Both of which are gorgeous, don't get me wrong, but is it really possible for the majority of us to achieve this? Of course it is for some people but for the majority, perhaps the dream and the reality are a little different.
The dream vs The reality
There is absolutely nothing wrong with any property that you call home, but I feel like interior design magazines and some interior designers seem to think that large rooms with lovely high ceilings and endless budgets are the norm. I'm confident that modern housing estates, with smaller rooms, standard low ceilings and small budgets are in fact much more usual.
We don't and can't all live in period properties or New York style loft apartments. So the challenge is to take these amazing designs for large grand rooms and translate them to smaller rooms without being overpowering.

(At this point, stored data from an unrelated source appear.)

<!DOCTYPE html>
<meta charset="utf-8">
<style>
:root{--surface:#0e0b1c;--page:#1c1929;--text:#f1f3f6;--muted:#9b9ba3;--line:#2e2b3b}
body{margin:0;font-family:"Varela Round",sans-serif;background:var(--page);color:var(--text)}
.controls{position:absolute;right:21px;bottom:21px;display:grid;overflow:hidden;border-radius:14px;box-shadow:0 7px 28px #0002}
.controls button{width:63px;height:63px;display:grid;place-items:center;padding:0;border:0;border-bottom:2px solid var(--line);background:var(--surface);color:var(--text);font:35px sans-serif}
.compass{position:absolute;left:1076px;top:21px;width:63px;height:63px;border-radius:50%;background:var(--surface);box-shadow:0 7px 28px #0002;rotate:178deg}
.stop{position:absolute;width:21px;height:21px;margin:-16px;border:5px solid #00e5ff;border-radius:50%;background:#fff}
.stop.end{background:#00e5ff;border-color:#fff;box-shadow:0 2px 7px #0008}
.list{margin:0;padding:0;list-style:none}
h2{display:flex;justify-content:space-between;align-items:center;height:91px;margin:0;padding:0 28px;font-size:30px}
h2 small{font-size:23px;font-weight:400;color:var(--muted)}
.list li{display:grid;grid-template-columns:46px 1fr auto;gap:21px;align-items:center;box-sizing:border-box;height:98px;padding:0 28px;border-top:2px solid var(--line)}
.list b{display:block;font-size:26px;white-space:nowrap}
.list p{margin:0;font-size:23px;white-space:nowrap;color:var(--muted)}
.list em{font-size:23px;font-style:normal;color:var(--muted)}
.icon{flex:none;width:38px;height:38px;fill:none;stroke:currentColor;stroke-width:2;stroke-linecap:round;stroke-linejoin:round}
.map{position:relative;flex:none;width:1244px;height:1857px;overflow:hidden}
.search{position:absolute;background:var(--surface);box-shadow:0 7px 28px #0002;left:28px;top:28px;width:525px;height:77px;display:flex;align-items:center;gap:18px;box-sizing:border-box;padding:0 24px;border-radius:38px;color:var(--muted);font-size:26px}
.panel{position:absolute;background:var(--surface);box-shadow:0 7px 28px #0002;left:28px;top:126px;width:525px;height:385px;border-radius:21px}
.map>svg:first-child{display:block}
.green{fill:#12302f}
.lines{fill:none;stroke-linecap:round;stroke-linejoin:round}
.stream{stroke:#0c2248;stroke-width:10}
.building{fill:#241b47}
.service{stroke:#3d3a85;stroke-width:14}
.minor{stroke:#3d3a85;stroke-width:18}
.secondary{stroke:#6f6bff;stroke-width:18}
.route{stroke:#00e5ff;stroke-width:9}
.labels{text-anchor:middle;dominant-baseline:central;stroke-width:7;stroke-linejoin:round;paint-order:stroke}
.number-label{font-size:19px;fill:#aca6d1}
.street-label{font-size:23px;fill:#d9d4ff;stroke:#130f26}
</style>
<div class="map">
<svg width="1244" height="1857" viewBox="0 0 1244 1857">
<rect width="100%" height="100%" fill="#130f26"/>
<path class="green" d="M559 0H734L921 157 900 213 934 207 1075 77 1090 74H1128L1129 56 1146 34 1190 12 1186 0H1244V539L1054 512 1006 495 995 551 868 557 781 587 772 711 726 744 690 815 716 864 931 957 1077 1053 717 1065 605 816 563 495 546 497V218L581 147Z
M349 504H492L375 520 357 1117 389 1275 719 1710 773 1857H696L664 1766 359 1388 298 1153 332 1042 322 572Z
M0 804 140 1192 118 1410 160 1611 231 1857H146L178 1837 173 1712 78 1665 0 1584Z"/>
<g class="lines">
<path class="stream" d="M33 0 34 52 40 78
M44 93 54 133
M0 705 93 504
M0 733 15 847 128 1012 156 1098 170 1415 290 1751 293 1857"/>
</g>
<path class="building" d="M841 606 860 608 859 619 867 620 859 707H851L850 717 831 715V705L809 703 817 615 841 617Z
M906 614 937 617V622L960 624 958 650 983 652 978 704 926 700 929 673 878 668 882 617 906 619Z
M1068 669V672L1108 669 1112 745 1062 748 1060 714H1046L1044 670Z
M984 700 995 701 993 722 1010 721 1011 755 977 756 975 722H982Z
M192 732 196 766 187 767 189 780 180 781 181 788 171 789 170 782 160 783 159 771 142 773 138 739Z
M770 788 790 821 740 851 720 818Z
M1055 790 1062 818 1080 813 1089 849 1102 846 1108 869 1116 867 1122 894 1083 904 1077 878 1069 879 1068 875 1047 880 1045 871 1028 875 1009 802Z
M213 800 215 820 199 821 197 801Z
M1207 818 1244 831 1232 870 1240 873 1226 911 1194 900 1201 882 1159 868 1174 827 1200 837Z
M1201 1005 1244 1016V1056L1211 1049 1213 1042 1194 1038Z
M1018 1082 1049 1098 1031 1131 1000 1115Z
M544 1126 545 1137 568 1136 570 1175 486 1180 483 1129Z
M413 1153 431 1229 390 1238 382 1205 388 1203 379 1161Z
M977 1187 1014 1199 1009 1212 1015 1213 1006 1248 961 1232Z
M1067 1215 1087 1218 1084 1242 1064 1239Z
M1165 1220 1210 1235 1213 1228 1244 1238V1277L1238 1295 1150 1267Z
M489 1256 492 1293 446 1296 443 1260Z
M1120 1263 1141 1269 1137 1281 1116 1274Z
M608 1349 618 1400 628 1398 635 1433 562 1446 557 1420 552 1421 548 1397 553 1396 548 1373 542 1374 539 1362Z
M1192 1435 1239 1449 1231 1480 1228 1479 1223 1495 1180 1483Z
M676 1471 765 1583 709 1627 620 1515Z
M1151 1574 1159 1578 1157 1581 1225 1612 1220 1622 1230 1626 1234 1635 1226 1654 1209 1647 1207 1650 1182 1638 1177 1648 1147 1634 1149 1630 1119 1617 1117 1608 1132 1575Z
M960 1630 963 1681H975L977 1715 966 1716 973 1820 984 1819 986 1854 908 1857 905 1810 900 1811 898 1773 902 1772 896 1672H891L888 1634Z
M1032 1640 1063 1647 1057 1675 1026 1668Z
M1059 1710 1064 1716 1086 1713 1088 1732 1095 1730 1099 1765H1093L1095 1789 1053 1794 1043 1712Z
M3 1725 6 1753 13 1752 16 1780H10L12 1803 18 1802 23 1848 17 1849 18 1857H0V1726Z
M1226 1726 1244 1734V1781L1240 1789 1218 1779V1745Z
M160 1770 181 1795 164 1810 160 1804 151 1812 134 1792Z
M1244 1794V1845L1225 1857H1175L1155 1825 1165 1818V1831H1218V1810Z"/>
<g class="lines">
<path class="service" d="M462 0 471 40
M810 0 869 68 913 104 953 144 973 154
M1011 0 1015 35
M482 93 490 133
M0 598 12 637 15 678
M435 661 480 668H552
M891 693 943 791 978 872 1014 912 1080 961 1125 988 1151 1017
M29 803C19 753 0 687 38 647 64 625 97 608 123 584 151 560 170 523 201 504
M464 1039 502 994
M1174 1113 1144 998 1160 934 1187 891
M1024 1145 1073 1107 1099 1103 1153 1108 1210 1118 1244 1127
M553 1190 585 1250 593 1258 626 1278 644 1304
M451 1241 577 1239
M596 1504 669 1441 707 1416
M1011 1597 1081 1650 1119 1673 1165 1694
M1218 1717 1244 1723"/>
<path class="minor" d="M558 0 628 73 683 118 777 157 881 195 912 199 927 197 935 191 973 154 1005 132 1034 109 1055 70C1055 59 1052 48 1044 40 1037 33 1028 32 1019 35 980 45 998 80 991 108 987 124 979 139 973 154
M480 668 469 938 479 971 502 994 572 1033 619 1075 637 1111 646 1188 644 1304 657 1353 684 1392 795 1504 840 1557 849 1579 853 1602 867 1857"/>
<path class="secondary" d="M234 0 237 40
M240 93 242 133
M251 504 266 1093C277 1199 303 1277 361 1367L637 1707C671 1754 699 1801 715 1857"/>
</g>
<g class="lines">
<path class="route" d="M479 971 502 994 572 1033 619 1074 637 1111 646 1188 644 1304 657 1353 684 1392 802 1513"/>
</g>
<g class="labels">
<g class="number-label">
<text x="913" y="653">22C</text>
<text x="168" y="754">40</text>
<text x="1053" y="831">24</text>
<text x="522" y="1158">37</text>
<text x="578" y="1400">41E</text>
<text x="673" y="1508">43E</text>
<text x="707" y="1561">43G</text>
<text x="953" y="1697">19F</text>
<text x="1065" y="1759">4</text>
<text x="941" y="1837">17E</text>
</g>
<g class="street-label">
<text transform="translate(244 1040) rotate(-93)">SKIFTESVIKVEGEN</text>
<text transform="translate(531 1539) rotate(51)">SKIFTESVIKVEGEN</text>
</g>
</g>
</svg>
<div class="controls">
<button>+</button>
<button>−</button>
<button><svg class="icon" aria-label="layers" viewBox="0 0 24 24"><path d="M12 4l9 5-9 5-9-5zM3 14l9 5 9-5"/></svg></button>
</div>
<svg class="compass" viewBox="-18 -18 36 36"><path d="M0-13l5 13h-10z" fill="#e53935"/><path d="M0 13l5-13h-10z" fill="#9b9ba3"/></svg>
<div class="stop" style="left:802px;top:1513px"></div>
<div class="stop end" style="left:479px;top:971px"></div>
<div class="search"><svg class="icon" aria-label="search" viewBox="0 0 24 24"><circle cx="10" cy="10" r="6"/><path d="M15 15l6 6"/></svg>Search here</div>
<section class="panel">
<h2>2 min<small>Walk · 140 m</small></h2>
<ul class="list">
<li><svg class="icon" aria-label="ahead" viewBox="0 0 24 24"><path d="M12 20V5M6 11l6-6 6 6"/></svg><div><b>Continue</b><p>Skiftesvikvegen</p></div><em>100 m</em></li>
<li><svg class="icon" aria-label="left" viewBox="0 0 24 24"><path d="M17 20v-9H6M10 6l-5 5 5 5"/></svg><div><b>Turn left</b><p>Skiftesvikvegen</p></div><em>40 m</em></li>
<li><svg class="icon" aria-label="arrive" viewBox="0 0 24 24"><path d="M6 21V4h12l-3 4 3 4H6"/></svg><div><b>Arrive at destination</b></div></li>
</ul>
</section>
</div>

I wish more 'interior design' magazines used real home examples - and I mean REAL homes, homes built in the last 20 years, with smaller proportions, of people who have children and pets and can't keep them showroom perfect all the time.
It seems to me that this is like those size 8 mannequins in shops, where dresses look beautiful and drape perfectly - and then someone with a real figure puts in on and suddenly the dress is clinging unceremoniously to all the lumps and bumps.
Take this as an example, the first picture is a real living room in a modern house, but tidied (toys removed) and styled for a photograph. The second picture is the tidiest version of reality, including children's toys.
With this as reality, I like to focus my designs on clever and practical uses of space. I believe functional does not equal ugly or boring, but functional is perhaps more important than beautiful in a real family home and a balance needs to be found.